What to do
Reproduce the records precisely. Every line should be included.

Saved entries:
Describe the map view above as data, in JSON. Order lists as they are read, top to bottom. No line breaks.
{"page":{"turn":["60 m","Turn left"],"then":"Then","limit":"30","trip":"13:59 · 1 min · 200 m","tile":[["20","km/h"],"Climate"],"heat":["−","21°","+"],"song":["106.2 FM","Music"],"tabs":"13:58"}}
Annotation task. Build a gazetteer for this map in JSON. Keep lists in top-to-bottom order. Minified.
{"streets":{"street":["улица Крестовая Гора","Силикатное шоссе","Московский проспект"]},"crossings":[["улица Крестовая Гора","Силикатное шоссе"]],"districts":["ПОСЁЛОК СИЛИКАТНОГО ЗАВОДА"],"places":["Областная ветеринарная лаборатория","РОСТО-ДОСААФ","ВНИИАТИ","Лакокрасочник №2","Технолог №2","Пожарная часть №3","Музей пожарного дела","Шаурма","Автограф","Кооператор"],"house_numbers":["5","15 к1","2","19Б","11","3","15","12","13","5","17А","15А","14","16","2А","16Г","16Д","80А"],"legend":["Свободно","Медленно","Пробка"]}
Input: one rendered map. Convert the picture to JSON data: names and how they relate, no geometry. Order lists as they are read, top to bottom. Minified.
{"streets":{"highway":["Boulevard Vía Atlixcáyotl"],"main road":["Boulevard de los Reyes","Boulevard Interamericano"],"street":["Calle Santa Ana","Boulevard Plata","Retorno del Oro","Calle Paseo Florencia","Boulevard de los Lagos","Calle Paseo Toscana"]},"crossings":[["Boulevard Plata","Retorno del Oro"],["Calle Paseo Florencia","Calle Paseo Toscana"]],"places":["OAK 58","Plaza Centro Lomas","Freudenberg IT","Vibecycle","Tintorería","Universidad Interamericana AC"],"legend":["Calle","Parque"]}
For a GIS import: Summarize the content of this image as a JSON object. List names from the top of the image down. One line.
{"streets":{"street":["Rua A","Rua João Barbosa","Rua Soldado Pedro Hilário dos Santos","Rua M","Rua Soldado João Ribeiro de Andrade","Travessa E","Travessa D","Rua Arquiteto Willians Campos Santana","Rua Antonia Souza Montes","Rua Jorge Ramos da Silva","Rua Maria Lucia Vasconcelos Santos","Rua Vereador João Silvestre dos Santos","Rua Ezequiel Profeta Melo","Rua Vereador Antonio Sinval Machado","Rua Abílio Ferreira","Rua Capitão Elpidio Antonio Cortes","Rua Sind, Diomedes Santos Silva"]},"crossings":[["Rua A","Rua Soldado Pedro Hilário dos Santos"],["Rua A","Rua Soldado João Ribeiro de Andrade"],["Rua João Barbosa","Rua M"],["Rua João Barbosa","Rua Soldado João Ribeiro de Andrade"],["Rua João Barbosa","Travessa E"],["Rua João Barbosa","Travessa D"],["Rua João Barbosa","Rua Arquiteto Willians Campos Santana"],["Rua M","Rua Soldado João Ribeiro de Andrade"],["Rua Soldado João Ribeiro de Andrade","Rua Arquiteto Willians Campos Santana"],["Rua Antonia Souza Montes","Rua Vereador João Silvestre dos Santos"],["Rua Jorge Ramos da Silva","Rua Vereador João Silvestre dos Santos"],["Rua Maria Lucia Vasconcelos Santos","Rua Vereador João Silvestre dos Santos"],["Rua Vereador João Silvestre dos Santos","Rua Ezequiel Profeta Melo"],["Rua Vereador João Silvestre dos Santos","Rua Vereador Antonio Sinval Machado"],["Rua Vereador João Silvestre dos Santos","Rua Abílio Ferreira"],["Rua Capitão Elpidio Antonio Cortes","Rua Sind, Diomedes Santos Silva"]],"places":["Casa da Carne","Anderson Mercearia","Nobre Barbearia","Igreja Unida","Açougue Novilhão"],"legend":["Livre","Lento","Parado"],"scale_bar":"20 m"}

Response box
Describe the map view above as data, in JSON. Order lists as they are read, top to bottom. No line breaks.
{"page":{"turn":["60 m","Turn left"],"then":"Then","limit":"30","trip":"13:59 · 1 min · 200 m","tile":[["20","km/h"],"Climate"],"heat":["−","21°","+"],"song":["106.2 FM","Music"],"tabs":"13:58"}}
Annotation task. Build a gazetteer for this map in JSON. Keep lists in top-to-bottom order. Minified.
{"streets":{"street":["улица Крестовая Гора","Силикатное шоссе","Московский проспект"]},"crossings":[["улица Крестовая Гора","Силикатное шоссе"]],"districts":["ПОСЁЛОК СИЛИКАТНОГО ЗАВОДА"],"places":["Областная ветеринарная лаборатория","РОСТО-ДОСААФ","ВНИИАТИ","Лакокрасочник №2","Технолог №2","Пожарная часть №3","Музей пожарного дела","Шаурма","Автограф","Кооператор"],"house_numbers":["5","15 к1","2","19Б","11","3","15","12","13","5","17А","15А","14","16","2А","16Г","16Д","80А"],"legend":["Свободно","Медленно","Пробка"]}
Input: one rendered map. Convert the picture to JSON data: names and how they relate, no geometry. Order lists as they are read, top to bottom. Minified.
{"streets":{"highway":["Boulevard Vía Atlixcáyotl"],"main road":["Boulevard de los Reyes","Boulevard Interamericano"],"street":["Calle Santa Ana","Boulevard Plata","Retorno del Oro","Calle Paseo Florencia","Boulevard de los Lagos","Calle Paseo Toscana"]},"crossings":[["Boulevard Plata","Retorno del Oro"],["Calle Paseo Florencia","Calle Paseo Toscana"]],"places":["OAK 58","Plaza Centro Lomas","Freudenberg IT","Vibecycle","Tintorería","Universidad Interamericana AC"],"legend":["Calle","Parque"]}
For a GIS import: Summarize the content of this image as a JSON object. List names from the top of the image down. One line.
{"streets":{"street":["Rua A","Rua João Barbosa","Rua Soldado Pedro Hilário dos Santos","Rua M","Rua Soldado João Ribeiro de Andrade","Travessa E","Travessa D","Rua Arquiteto Willians Campos Santana","Rua Antonia Souza Montes","Rua Jorge Ramos da Silva","Rua Maria Lucia Vasconcelos Santos","Rua Vereador João Silvestre dos Santos","Rua Ezequiel Profeta Melo","Rua Vereador Antonio Sinval Machado","Rua Abílio Ferreira","Rua Capitão Elpidio Antonio Cortes","Rua Sind, Diomedes Santos Silva"]},"crossings":[["Rua A","Rua Soldado Pedro Hilário dos Santos"],["Rua A","Rua Soldado João Ribeiro de Andrade"],["Rua João Barbosa","Rua M"],["Rua João Barbosa","Rua Soldado João Ribeiro de Andrade"],["Rua João Barbosa","Travessa E"],["Rua João Barbosa","Travessa D"],["Rua João Barbosa","Rua Arquiteto Willians Campos Santana"],["Rua M","Rua Soldado João Ribeiro de Andrade"],["Rua Soldado João Ribeiro de Andrade","Rua Arquiteto Willians Campos Santana"],["Rua Antonia Souza Montes","Rua Vereador João Silvestre dos Santos"],["Rua Jorge Ramos da Silva","Rua Vereador João Silvestre dos Santos"],["Rua Maria Lucia Vasconcelos Santos","Rua Vereador João Silvestre dos Santos"],["Rua Vereador João Silvestre dos Santos","Rua Ezequiel Profeta Melo"],["Rua Vereador João Silvestre dos Santos","Rua Vereador Antonio Sinval Machado"],["Rua Vereador João Silvestre dos Santos","Rua Abílio Ferreira"],["Rua Capitão Elpidio Antonio Cortes","Rua Sind, Diomedes Santos Silva"]],"places":["Casa da Carne","Anderson Mercearia","Nobre Barbearia","Igreja Unida","Açougue Novilhão"],"legend":["Livre","Lento","Parado"],"scale_bar":"20 m"}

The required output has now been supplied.